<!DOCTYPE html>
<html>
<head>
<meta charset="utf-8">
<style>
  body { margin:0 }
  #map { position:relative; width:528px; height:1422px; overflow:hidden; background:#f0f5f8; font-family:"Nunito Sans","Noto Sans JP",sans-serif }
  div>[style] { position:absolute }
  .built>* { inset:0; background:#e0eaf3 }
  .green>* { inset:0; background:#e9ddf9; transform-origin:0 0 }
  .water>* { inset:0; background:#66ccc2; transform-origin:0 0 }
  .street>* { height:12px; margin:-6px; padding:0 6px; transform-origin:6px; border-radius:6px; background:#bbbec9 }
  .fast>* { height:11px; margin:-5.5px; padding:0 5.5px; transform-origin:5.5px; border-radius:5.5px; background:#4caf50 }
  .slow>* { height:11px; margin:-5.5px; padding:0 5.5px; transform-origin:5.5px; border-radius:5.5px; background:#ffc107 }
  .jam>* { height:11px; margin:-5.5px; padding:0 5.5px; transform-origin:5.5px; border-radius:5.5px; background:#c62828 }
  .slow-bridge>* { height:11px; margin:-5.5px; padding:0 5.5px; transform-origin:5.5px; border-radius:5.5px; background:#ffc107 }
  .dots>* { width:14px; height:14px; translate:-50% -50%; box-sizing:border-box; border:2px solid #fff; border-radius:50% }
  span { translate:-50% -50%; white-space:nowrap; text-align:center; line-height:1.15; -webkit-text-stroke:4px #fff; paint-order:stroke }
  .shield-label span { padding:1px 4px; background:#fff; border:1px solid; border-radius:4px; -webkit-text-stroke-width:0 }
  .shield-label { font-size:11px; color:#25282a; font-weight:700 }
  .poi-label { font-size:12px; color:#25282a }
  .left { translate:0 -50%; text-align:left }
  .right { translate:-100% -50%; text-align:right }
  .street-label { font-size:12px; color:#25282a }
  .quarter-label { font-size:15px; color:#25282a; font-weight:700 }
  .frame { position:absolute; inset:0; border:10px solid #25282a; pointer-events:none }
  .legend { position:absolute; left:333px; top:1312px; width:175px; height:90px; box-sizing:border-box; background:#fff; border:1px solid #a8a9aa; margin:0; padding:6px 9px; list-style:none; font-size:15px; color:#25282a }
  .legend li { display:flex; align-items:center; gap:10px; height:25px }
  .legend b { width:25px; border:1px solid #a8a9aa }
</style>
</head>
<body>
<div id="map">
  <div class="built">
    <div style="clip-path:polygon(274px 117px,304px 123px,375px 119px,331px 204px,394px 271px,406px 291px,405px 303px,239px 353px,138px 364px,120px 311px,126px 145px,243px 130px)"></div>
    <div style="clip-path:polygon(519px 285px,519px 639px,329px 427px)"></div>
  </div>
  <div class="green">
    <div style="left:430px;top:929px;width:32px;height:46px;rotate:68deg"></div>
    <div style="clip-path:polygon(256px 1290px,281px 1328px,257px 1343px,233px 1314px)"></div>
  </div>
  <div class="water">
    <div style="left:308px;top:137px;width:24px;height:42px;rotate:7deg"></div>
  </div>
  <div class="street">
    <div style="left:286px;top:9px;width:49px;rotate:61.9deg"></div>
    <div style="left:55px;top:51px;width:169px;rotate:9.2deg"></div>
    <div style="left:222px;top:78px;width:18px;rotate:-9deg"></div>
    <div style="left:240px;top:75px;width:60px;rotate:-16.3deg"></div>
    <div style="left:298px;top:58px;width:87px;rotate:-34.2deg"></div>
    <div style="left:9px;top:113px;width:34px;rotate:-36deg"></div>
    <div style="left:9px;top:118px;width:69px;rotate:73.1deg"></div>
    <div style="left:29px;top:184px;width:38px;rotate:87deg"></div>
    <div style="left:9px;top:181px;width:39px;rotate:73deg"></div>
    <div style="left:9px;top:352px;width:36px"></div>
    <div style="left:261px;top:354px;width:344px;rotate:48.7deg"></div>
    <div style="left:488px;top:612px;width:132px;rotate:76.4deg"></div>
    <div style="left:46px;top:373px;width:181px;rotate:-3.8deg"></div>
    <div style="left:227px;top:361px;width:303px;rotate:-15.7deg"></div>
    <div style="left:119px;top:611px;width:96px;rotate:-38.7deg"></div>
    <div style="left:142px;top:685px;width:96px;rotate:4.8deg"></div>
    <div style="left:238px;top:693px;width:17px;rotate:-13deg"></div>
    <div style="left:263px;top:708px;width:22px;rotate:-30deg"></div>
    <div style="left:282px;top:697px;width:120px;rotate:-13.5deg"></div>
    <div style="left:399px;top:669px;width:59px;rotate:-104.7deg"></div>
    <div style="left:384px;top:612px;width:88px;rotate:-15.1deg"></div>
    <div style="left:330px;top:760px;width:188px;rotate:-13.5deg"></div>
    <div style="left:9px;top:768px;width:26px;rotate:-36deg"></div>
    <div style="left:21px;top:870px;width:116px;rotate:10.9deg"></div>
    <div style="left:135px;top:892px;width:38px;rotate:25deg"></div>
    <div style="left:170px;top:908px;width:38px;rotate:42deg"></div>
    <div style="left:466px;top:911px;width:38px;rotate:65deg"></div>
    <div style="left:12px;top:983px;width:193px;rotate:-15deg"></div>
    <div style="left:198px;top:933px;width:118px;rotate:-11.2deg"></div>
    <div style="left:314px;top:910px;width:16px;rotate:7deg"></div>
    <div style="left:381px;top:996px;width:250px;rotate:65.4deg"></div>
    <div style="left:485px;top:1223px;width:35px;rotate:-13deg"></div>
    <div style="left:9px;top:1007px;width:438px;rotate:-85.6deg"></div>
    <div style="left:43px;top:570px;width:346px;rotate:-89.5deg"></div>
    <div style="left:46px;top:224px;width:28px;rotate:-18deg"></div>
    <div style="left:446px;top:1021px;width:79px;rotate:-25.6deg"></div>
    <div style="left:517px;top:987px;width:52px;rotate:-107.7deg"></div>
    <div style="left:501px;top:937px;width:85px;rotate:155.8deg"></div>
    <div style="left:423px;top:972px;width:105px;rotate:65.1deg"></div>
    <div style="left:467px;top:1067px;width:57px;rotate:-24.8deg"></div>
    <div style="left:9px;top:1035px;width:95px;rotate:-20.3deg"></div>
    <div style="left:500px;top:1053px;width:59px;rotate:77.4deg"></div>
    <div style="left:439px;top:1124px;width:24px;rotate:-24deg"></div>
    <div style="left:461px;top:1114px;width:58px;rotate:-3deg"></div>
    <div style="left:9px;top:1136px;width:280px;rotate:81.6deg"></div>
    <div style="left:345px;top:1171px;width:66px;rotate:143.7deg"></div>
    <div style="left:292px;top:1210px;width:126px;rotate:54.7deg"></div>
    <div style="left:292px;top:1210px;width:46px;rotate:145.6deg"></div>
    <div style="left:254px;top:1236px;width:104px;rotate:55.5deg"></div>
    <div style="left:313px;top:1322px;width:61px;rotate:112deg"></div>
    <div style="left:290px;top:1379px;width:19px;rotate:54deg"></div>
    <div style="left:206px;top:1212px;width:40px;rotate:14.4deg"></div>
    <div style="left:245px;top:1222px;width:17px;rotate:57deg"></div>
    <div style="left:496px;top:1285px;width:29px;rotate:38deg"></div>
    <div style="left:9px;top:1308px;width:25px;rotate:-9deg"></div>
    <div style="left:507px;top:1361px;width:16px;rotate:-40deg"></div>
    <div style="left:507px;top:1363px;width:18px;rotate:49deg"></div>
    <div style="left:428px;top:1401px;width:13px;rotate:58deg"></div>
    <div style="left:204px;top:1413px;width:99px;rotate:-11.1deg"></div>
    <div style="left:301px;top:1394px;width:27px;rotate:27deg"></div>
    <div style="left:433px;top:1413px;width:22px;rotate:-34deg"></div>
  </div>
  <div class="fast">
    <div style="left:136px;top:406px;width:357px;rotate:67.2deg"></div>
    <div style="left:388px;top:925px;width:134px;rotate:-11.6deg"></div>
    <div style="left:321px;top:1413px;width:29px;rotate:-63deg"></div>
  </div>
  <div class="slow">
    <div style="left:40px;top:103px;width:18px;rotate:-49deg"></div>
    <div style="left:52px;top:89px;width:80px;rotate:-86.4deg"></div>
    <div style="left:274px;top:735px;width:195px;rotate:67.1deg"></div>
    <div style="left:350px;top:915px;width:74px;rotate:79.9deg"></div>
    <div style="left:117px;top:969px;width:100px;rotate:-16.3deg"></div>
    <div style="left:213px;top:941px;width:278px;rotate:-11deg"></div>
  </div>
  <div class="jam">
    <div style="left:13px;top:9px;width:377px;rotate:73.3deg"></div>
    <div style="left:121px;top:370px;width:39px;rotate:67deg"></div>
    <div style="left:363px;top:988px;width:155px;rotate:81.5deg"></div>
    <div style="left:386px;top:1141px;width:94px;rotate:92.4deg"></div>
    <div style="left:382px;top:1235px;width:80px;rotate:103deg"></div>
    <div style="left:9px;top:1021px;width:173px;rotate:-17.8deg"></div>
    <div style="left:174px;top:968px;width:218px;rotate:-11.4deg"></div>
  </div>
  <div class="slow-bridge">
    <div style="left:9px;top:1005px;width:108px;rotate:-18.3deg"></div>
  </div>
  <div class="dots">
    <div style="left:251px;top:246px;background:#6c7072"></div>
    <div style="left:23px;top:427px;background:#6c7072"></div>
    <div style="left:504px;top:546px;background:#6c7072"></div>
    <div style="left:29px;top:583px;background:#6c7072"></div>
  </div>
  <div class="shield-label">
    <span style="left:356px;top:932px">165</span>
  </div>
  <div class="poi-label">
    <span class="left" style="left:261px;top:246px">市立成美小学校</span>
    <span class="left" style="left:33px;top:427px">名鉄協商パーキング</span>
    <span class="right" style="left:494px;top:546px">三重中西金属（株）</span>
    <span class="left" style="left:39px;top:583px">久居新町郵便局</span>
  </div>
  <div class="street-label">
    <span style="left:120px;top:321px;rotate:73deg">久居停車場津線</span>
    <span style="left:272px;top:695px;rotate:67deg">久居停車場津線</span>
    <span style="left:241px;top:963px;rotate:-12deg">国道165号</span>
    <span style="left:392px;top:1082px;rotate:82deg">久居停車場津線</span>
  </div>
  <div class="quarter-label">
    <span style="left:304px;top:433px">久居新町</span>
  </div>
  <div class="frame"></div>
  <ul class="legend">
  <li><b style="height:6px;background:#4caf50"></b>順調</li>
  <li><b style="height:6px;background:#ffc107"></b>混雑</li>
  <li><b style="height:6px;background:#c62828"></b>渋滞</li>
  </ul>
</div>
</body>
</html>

### WORK TASK
Beginning with the very first line of the material above, give each line again exactly, ending with the line that contains "inset:0; background:#e9ddf9; transform-origin:0".

### SOLVED EXERCISE
<!DOCTYPE html>
<html>
<head>
<meta charset="utf-8">
<style>
  body { margin:0 }
  #map { position:relative; width:528px; height:1422px; overflow:hidden; background:#f0f5f8; font-family:"Nunito Sans","Noto Sans JP",sans-serif }
  div>[style] { position:absolute }
  .built>* { inset:0; background:#e0eaf3 }
  .green>* { inset:0; background:#e9ddf9; transform-origin:0 0 }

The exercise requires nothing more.